» **Task statement**: Please repeat the entries below exactly as written, leaving out any images.
Start of Material provided
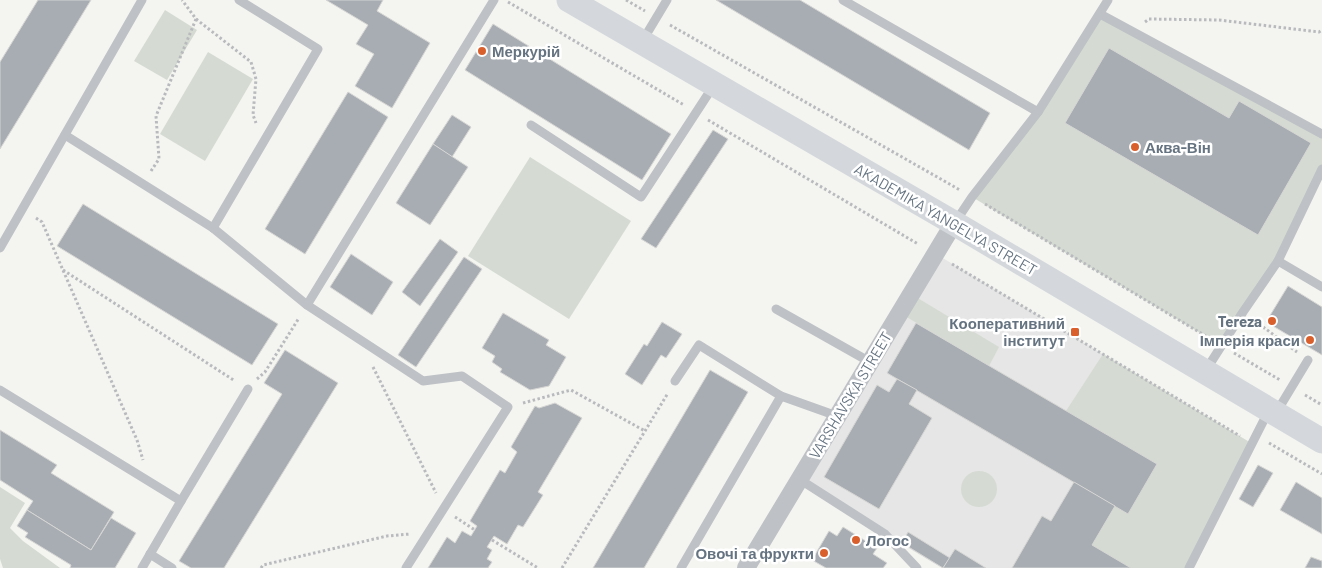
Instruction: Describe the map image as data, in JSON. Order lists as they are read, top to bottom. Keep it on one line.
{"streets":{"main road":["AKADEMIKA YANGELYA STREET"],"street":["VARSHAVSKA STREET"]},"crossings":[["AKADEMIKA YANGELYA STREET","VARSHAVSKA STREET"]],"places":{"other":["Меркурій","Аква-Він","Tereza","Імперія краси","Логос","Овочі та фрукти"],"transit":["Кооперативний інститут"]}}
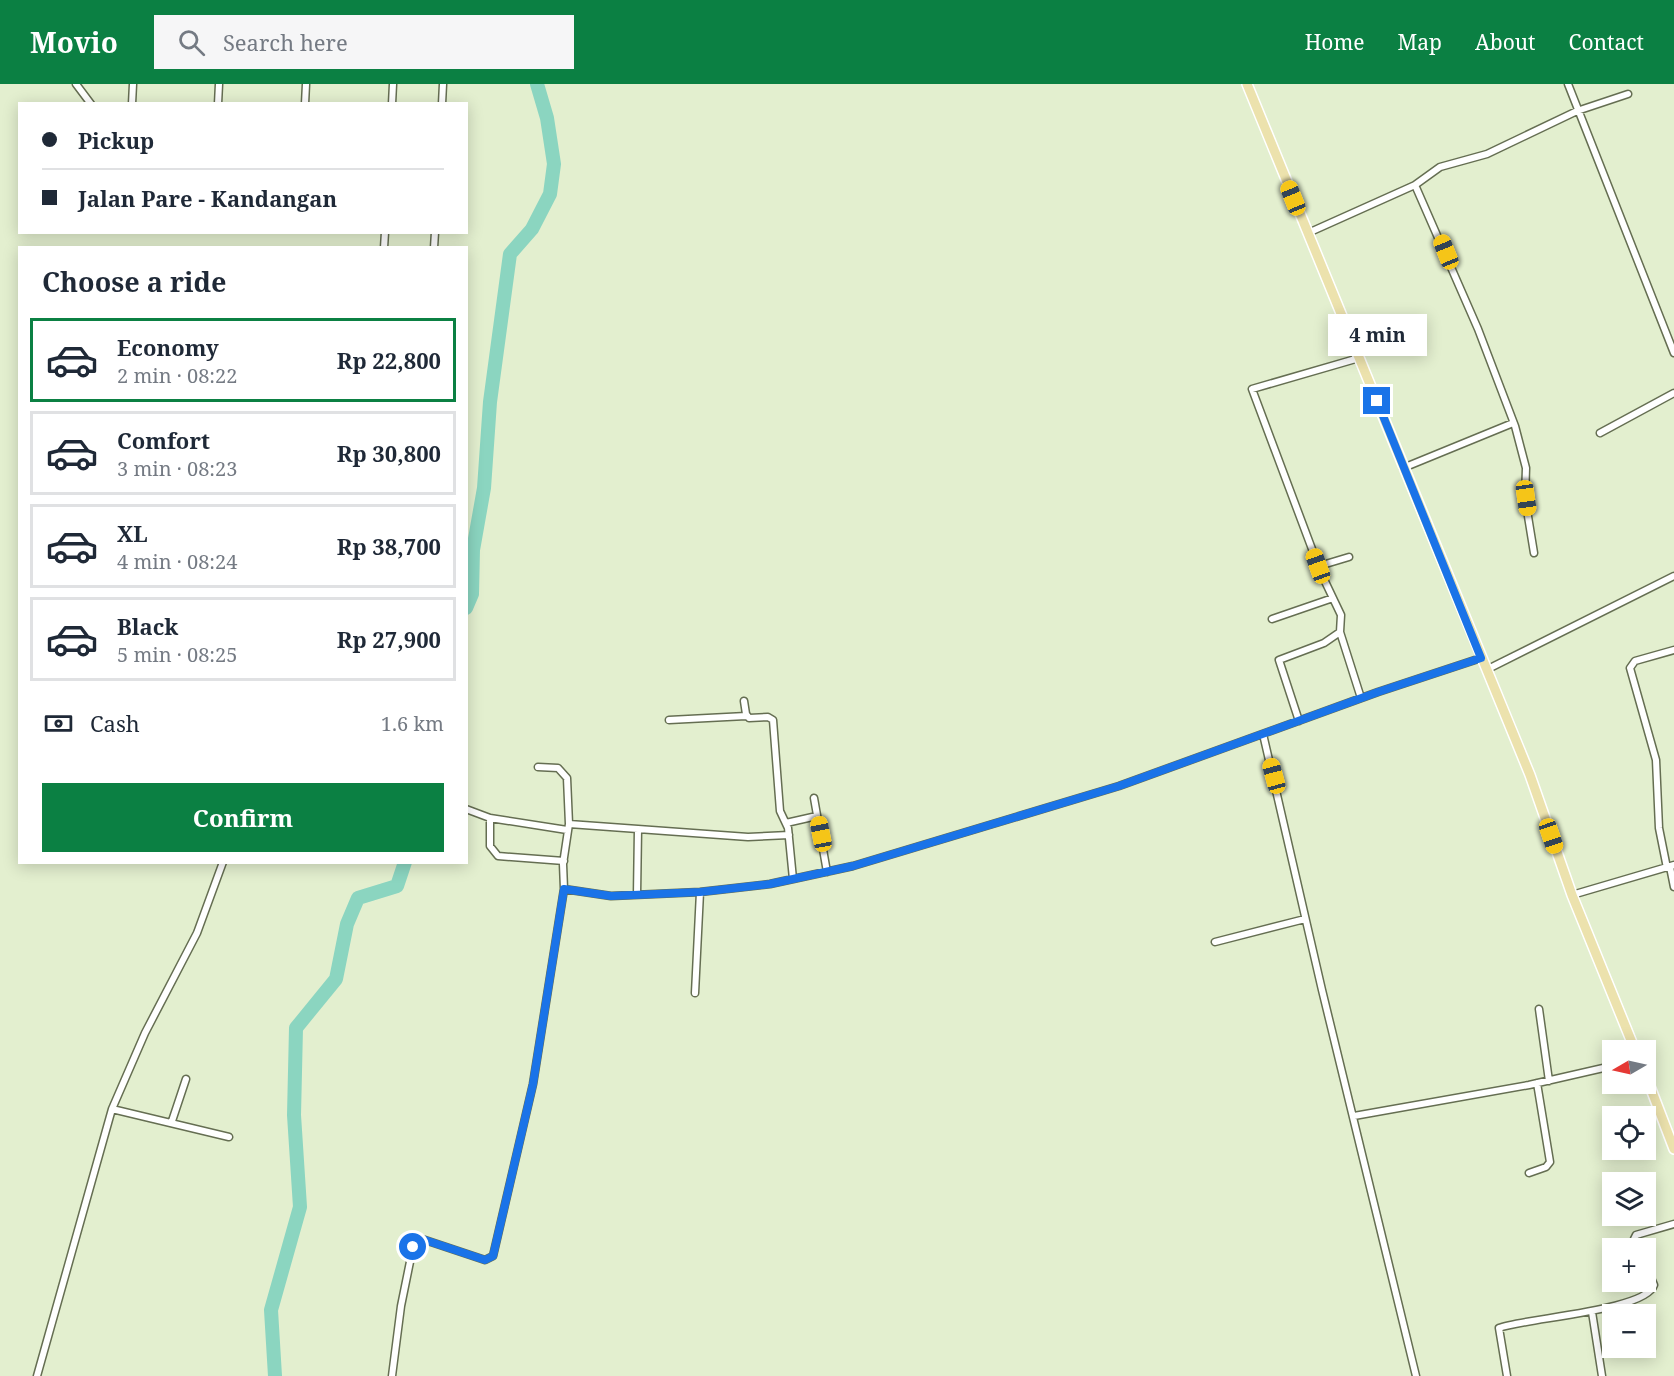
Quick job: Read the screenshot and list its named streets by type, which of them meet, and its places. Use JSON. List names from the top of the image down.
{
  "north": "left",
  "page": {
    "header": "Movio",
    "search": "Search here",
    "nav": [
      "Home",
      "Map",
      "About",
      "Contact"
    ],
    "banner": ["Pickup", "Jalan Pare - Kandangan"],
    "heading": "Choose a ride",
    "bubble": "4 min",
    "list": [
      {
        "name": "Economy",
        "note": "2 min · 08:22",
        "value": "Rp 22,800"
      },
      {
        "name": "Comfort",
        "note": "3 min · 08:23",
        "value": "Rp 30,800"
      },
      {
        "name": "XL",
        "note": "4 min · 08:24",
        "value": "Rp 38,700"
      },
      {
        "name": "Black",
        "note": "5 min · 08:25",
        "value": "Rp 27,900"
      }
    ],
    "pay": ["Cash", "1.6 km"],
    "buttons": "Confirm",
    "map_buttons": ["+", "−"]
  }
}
End of Material provided
» **Task output**:
Instruction: Describe the map image as data, in JSON. Order lists as they are read, top to bottom. Keep it on one line.
{"streets":{"main road":["AKADEMIKA YANGELYA STREET"],"street":["VARSHAVSKA STREET"]},"crossings":[["AKADEMIKA YANGELYA STREET","VARSHAVSKA STREET"]],"places":{"other":["Меркурій","Аква-Він","Tereza","Імперія краси","Логос","Овочі та фрукти"],"transit":["Кооперативний інститут"]}}
Quick job: Read the screenshot and list its named streets by type, which of them meet, and its places. Use JSON. List names from the top of the image down.
{
  "north": "left",
  "page": {
    "header": "Movio",
    "search": "Search here",
    "nav": [
      "Home",
      "Map",
      "About",
      "Contact"
    ],
    "banner": ["Pickup", "Jalan Pare - Kandangan"],
    "heading": "Choose a ride",
    "bubble": "4 min",
    "list": [
      {
        "name": "Economy",
        "note": "2 min · 08:22",
        "value": "Rp 22,800"
      },
      {
        "name": "Comfort",
        "note": "3 min · 08:23",
        "value": "Rp 30,800"
      },
      {
        "name": "XL",
        "note": "4 min · 08:24",
        "value": "Rp 38,700"
      },
      {
        "name": "Black",
        "note": "5 min · 08:25",
        "value": "Rp 27,900"
      }
    ],
    "pay": ["Cash", "1.6 km"],
    "buttons": "Confirm",
    "map_buttons": ["+", "−"]
  }
}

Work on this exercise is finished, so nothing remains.